We often feel that it is inappropriate for us to rebuke others. As Rabbi Tarfon stated, “I wonder if there is anyone in this generation who is fit to offer rebuke; if a person says: Remove the splinter from between your eyes, the other will answer him: First remove the beam from between your own eyes” (Erchin 16b).  If this was true of the generation of tana’im, it is certainly true in our generation.

Yet, despite the difficulty involved, the mitzvah of tochecha continues to apply today. In the present article we will discuss the parameters and details of this mitzvah.

The Stringency of Rebuke

The stringency of failing to rebuke others goes beyond the obligation to give rebuke (where appropriate). If we fail to rebuke others, we bear a degree of responsibility for the misdeed they commit.

This is noted by the Rambam. The Rambam cites the obligation to rebuke where required (which is ruled by the Gemara in Erchin 16b), stating: “One who sees his friend transgressing, or going in ways that are not good, must bring him back to goodness, and inform him that he is transgressing with his evil deeds” (De’os 6:7; see also Sefer Ha-Mitzvos 205). He adds, “Whoever is able to rebuke, yet fails to do so, is ensnared by the same sin, because he was able to prevent it.”

This idea likewise emerges from the Targum Unkelus, who renders the words, “and you shall not bear him a sin,” as meaning that one who fails to reprove his fellow takes a share in the sin itself.

A person who does not rebuke his fellow shares in the other’s sin because of the concept arvus, the mutual responsibility inherent in the Jewish People. Based on the concept of mutual responsibility, the Midrash (Tana de’bei Eliyahu Rabbah, chap. 11) explains the severity of failure to rebuke others, likening the nation of Israel to a single ship: “If one chamber of the ship is torn, the entire ship is torn.”

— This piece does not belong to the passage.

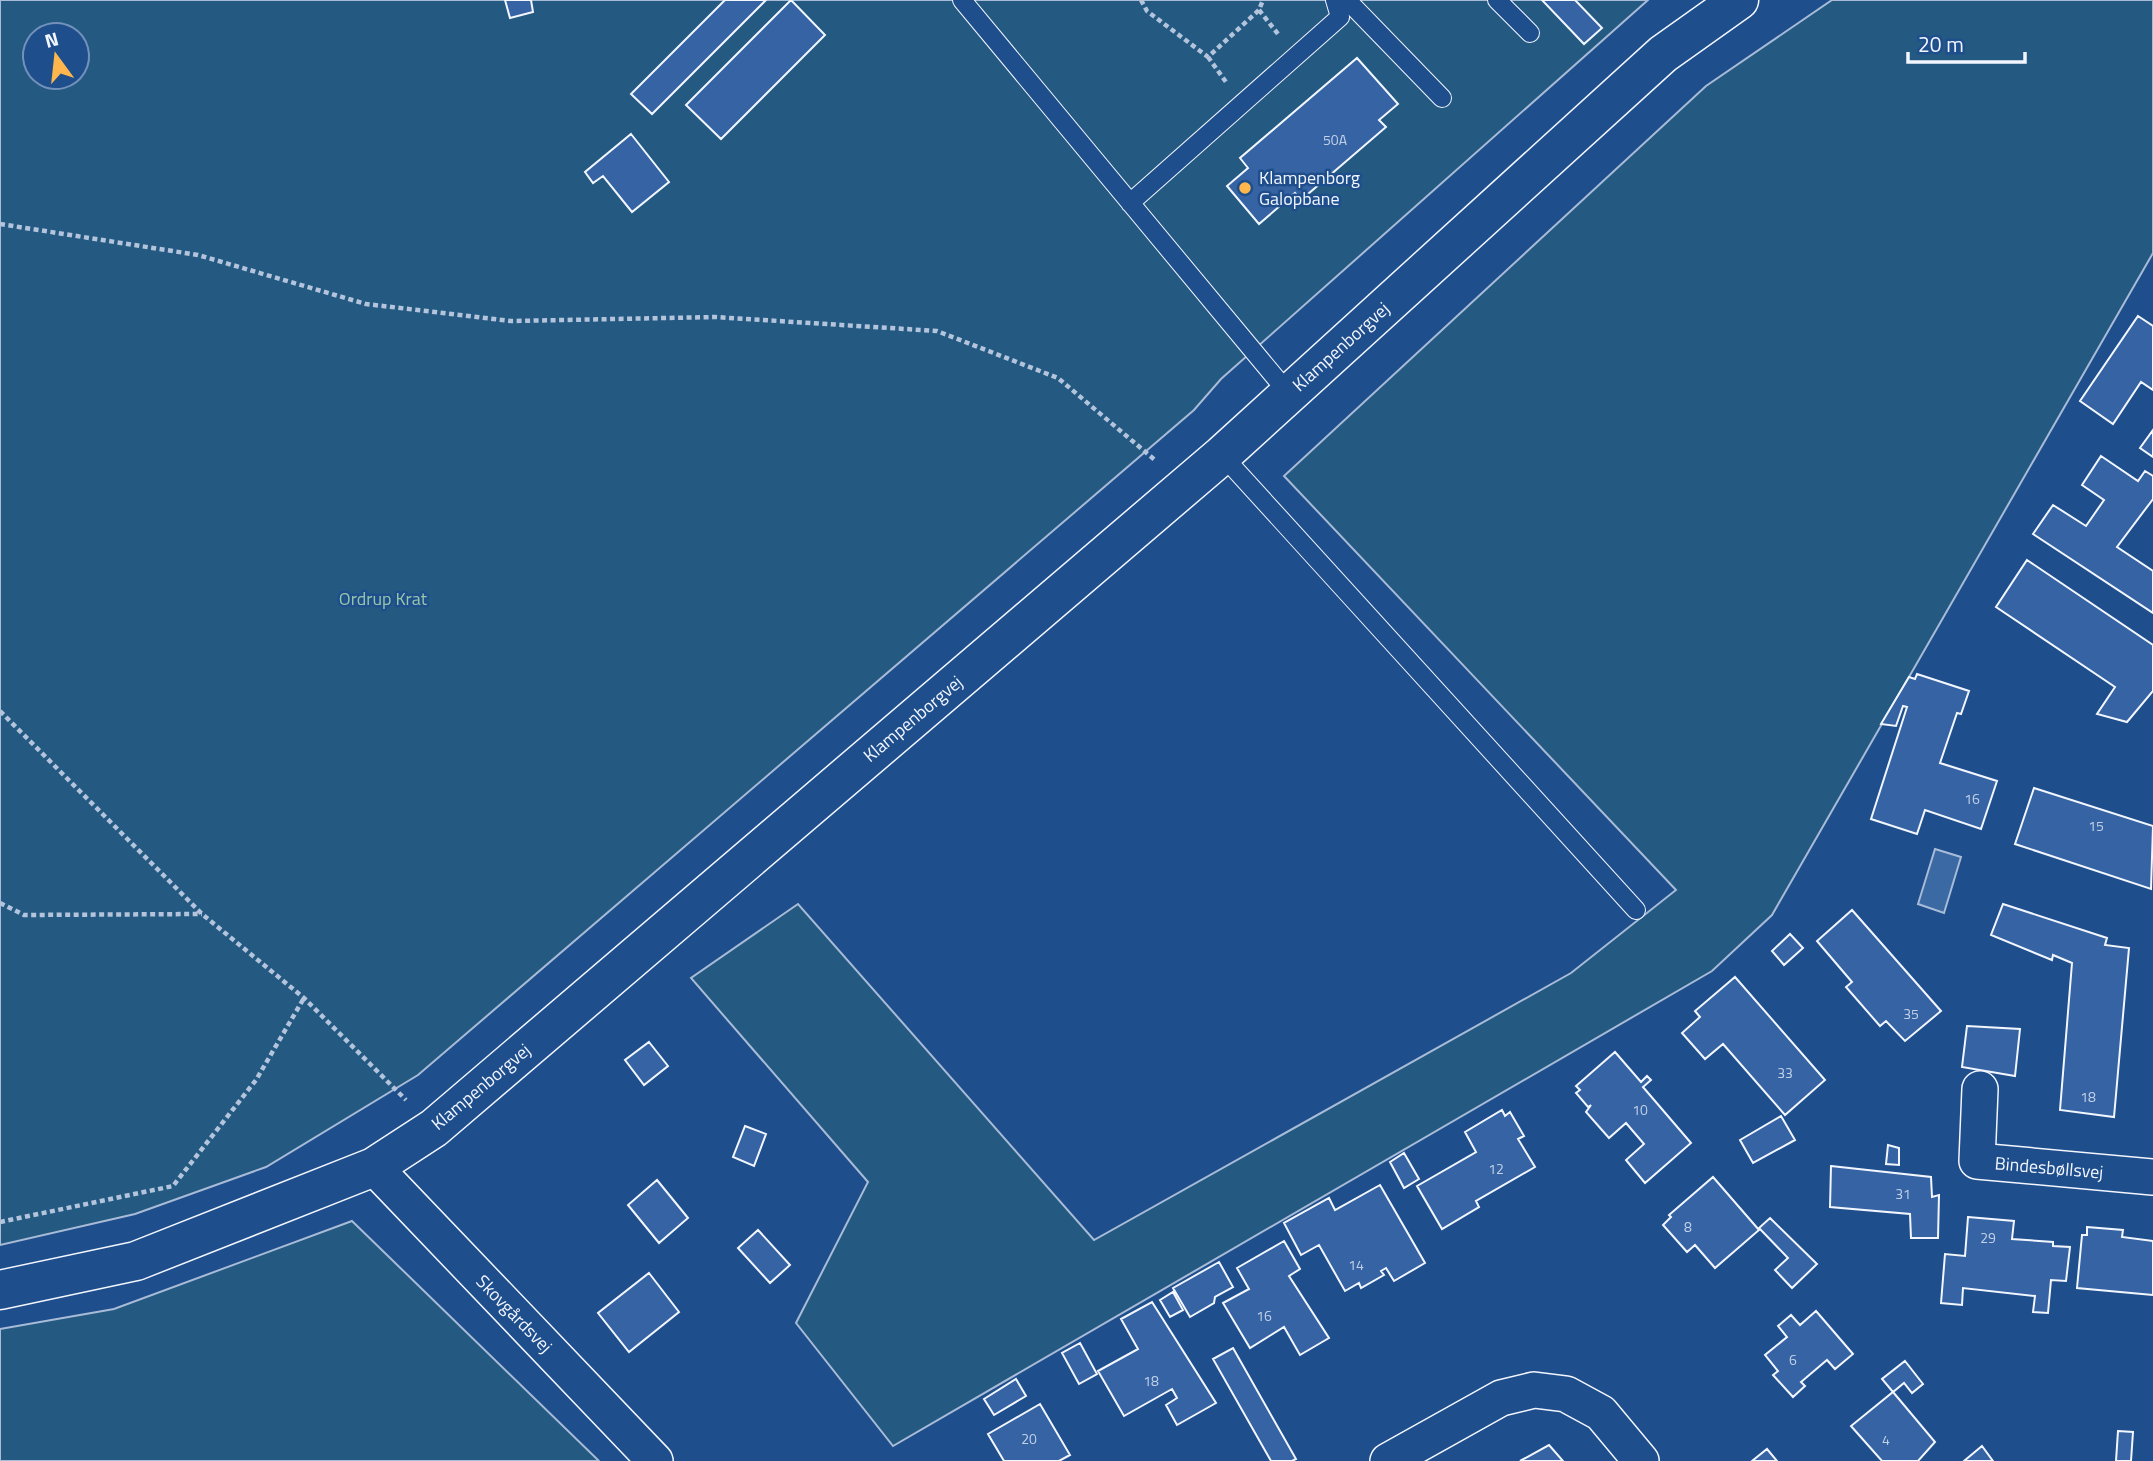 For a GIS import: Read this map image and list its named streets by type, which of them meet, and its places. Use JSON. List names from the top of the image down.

When the Temple was destroyed, the Gemara teaches that the tzaddikim of the generation were the first to be punished for its great iniquity. As the Gemara explains, they were punished because they should have protested but failed to do so (Shabbos 55a).

In addition to the collective mitzvah of tochecha, which is related to the concept of arvus, the Minchas Chinuch (239:4) writes that by allowing him to fall, somebody who does not rebuke his friend also transgresses the negative commandment of lo ta’amod al dam rei’acha (“standing by when on another’s blood is spilled”).

Exceptions to the Rule: Unintentional Sin

The Gemara rules (Beitza 30a) that one should not rebuke sinners who offend unintentionally if they will not accept the rebuke. It is better, based on this ruling, to leave them ignorant of their wrongdoing, than that they should become aware of the sin and continue to transgress intentionally.

Initially, the Gemara explains that this refers only to rabbinic enactments and decrees, and not to Torah law. The conclusion of the Gemara, however, is that the principle applies even to Torah law: Women who transgress the (Torah) law of Tosefes Yom Ha-Kippurim (the mandatory addition of time to the fast of Yom Kippur) should not be reproved for the offense, because it will only exacerbate the sin.

Yet, the Ba’al Ha-Ittur (see Darkei Moshe, Orach Chaim 608:2) writes that the ruling is limited to mitzvos that are not written explicitly in the Torah. Where there is an explicit prohibition, the obligation of rebuke always applies. The Rema cites the ruling of the Ba’al Ha-Ittur, and this is the principle halachah, though some point out that a Gemara (Shabbos 55a, and Tosafos loc. cit.) seems to indicate the contrary.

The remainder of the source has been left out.